== Aim of the exercise ==
Look through the records below for the line with "display:flex; flex-direction:column; background:var(--surface);". Return that line and each one after it up to and including the line with "position:absolute; left:512px; top:508px;", exactly.

───── Records supplied ─────

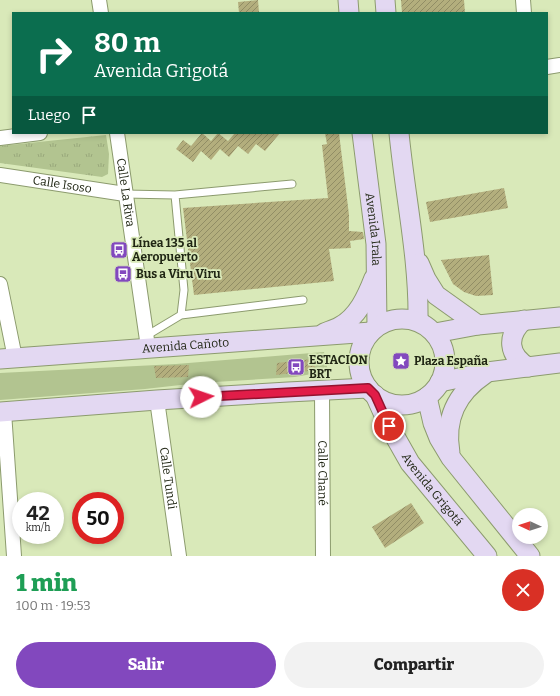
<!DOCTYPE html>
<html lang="es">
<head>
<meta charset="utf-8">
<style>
  :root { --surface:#fff; --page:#f2f2f2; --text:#222; --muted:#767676; --accent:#8248be }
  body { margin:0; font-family:Bitter,serif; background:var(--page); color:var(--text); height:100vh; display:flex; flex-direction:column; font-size:15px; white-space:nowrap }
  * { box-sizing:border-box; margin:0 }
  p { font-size:13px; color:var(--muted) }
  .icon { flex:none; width:22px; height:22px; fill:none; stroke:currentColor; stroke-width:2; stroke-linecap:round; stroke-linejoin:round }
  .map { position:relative; height:556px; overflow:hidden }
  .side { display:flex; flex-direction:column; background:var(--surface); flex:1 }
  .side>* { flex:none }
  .guide { position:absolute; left:12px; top:12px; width:536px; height:122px; border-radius:0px; box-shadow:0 2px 6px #0003; background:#0b6e4f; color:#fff; overflow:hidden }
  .needle { width:26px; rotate:273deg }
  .fabs { position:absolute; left:512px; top:508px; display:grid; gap:8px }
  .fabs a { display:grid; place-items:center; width:36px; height:36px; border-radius:50%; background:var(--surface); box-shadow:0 2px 6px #0003; font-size:20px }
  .speed { position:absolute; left:12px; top:492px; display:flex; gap:8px; font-size:20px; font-weight:700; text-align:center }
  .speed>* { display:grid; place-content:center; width:52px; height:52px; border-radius:50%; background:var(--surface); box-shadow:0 2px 6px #0003; line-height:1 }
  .speed small { font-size:10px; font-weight:400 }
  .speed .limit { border:6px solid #d22; background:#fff; color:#111 }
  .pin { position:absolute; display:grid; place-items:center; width:34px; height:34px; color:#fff; margin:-17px; border:2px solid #fff; border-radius:50%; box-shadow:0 1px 4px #0007 }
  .me { position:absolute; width:44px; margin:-22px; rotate:86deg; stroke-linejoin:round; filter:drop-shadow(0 0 3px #0008) }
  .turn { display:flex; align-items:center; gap:14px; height:84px; padding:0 16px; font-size:18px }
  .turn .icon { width:52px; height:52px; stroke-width:2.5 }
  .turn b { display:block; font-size:28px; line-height:34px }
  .then { display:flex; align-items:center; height:38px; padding:0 16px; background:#0003; gap:8px; font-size:15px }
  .round { display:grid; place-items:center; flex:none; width:42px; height:42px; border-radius:21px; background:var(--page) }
  .overview { display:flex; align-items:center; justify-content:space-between; height:68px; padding:0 16px }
  h1 { font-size:24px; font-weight:800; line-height:30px; color:#1e9e55 }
  .cta { display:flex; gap:8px; margin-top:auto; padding:8px 16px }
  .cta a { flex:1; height:46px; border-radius:24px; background:var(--accent); color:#fff; font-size:16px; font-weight:800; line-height:46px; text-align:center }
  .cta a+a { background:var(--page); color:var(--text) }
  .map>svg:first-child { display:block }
  .green { fill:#b2c490 }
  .park { fill:url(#park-tufts) }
  .building { fill:url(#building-hatch) }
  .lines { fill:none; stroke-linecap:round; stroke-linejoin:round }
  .service-casing { stroke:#8c9b6e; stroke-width:9 }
  .minor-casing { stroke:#8c9b6e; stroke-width:16 }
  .secondary-casing { stroke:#8c9b6e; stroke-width:21 }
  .service { stroke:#fff; stroke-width:7 }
  .minor { stroke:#fff; stroke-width:14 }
  .secondary { stroke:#e3d8f2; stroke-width:19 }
  .route-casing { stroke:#92132f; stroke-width:10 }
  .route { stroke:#e11d48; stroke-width:7 }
  .labels { text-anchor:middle; stroke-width:3.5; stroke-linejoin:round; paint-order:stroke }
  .street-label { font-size:12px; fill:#202614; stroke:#d9e9b9 }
  .poi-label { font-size:12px; font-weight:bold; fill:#202614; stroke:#d9e9b9; text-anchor:start }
</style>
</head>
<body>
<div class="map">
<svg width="560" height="556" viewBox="0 0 560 556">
  <defs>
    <pattern id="park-tufts" width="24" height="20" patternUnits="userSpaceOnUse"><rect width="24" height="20" fill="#b2c490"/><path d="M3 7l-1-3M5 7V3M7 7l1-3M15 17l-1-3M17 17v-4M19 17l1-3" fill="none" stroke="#99a87b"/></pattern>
    <pattern id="building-hatch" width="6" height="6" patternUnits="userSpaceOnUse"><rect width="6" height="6" fill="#b3ae7d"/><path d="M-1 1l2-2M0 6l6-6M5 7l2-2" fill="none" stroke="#918d65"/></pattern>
  </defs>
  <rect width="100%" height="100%" fill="#d9e9b9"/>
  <path class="green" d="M324 352 328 371 295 377 198 383 145 389 0 400V373L176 364Z"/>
  <path class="park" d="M106 135 109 154 108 174 102 177 0 163V146Z"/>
  <path class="building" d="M258 0 259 13H239L238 2Z
    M401 0H464L465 13H402Z
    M202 133 211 141 218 133 228 141 235 133H280L265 151 256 144 248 154 238 146 229 157 220 149 211 160 201 151 193 162 176 149 183 140 191 146Z
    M325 133H339L349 215V231L363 232 364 239 350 241 351 248 329 249 334 281 194 295 183 208 328 198 322 145 327 144Z
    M504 188 508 208 430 222 426 202Z
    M489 255 493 295 476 296 464 292 453 284 441 260Z
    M312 359 316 370 276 375 277 363Z
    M189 365 188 377 156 378 154 366Z
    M411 503 424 523 385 548 372 527Z"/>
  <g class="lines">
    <defs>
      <path id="service" d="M125 194 175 195 292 184
        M175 195 184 290 181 315
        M146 336 181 315 303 300"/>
      <g id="minor">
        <path d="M99 0 101 13"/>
        <path d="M523 0 524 13"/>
        <path d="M547 67 560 65"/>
        <path id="s1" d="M117 133 148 347"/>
        <path d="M0 138 40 133"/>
        <path id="s2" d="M0 175 125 194"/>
        <path d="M0 284 15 358"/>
        <path id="s3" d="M322 391 323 556"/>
        <path id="s4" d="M157 400 179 556"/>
        <path d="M4 412 14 556"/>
      </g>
      <g id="secondary">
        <path d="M348 0 349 13"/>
        <path d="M385 0 386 13"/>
        <path id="s5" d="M362 133 376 244 377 326"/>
        <path d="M399 133C405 196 419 258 418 321"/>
        <path d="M419 263 426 279 436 295 478 325"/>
        <circle cx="402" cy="362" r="43"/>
        <path d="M524 320C506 336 508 355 528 367"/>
        <path d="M324 333C329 331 335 329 339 327 358 317 367 296 374 278"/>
        <path d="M435 333 478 325 560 317"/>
        <path id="s6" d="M0 359 371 332"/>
        <path d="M440 382 487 372 560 363"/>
        <path id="s7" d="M375 395 389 426 410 463 487 556"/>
        <path d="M427 397 433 423 439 438 451 458 530 556"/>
        <path d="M0 412 157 400 288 392 368 388"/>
        <path d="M450 453C444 418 457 393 485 374"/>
      </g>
    </defs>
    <use href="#service" class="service-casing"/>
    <use href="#minor" class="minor-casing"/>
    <use href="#secondary" class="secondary-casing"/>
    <use href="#service" class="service"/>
    <use href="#minor" class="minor"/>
    <use href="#secondary" class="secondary"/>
  </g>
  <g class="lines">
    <defs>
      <path id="route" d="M201 397 368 388 375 395 389 426"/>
    </defs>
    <use href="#route" class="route-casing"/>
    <use href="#route" class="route"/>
  </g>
  <defs>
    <symbol id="bus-square" viewBox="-11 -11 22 22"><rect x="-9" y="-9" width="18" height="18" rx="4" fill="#8248be" stroke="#d9e9b9"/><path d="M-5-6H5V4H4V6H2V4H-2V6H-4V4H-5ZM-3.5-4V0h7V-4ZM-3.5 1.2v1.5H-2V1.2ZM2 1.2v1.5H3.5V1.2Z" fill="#fff"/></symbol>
    <symbol id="sight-square" viewBox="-11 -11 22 22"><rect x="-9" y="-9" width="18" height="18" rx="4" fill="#8248be" stroke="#d9e9b9"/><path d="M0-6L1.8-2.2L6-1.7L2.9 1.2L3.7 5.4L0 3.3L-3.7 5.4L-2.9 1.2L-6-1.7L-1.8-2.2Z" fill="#fff"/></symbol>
  </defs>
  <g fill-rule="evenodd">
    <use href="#bus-square" x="109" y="240" width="20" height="20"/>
    <use href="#bus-square" x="113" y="264" width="20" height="20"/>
    <use href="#sight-square" x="391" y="351" width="20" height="20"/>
    <use href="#bus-square" x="286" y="357" width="20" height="20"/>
  </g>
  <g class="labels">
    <g class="street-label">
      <text dy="4" stroke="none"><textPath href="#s2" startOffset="63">Calle Isoso</textPath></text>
      <text dy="4" stroke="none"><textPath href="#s1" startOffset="60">Calle La Riva</textPath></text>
      <text dy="4" stroke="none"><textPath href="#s5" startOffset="97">Avenida Irala</textPath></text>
      <text dy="4" stroke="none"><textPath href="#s6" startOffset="186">Avenida Cañoto</textPath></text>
      <text dy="4" stroke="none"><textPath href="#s3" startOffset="82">Calle Chané</textPath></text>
      <text dy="4" stroke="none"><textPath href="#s4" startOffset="79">Calle Tundi</textPath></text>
      <text dy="4" stroke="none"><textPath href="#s7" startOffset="111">Avenida Grigotá</textPath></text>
    </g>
    <g class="poi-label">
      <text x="132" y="247">Línea 135 al<tspan x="132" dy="14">Aeropuerto</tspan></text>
      <text x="136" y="278">Bus a Viru Viru</text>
      <text x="309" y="364">ESTACION<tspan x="309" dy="14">BRT</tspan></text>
      <text x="414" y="365">Plaza España</text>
    </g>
  </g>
</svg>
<div class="fabs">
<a><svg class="needle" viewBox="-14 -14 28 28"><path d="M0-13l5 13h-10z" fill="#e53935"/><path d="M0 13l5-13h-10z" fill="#767676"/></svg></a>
</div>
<div class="speed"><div>42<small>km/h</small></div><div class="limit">50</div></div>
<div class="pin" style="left:389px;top:426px;background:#d93025"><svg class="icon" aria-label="arrive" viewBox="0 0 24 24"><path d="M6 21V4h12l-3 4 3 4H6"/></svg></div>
<svg class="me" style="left:201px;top:397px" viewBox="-20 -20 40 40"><circle r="19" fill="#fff"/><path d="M0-13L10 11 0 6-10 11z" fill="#e11d48"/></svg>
<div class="guide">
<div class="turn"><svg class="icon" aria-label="right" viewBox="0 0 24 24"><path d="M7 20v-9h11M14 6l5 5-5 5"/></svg><div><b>80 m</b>Avenida Grigotá</div></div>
<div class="then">Luego<svg class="icon" aria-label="arrive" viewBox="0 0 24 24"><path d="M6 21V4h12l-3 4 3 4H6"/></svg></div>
</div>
</div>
<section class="side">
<div class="overview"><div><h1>1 min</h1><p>100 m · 19:53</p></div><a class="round" style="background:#d93025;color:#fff"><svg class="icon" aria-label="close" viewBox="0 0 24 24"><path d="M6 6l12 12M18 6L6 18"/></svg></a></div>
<div class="cta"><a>Salir</a><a>Compartir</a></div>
</section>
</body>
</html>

─────

== Response to the exercise ==
  .side { display:flex; flex-direction:column; background:var(--surface); flex:1 }
  .side>* { flex:none }
  .guide { position:absolute; left:12px; top:12px; width:536px; height:122px; border-radius:0px; box-shadow:0 2px 6px #0003; background:#0b6e4f; color:#fff; overflow:hidden }
  .needle { width:26px; rotate:273deg }
  .fabs { position:absolute; left:512px; top:508px; display:grid; gap:8px }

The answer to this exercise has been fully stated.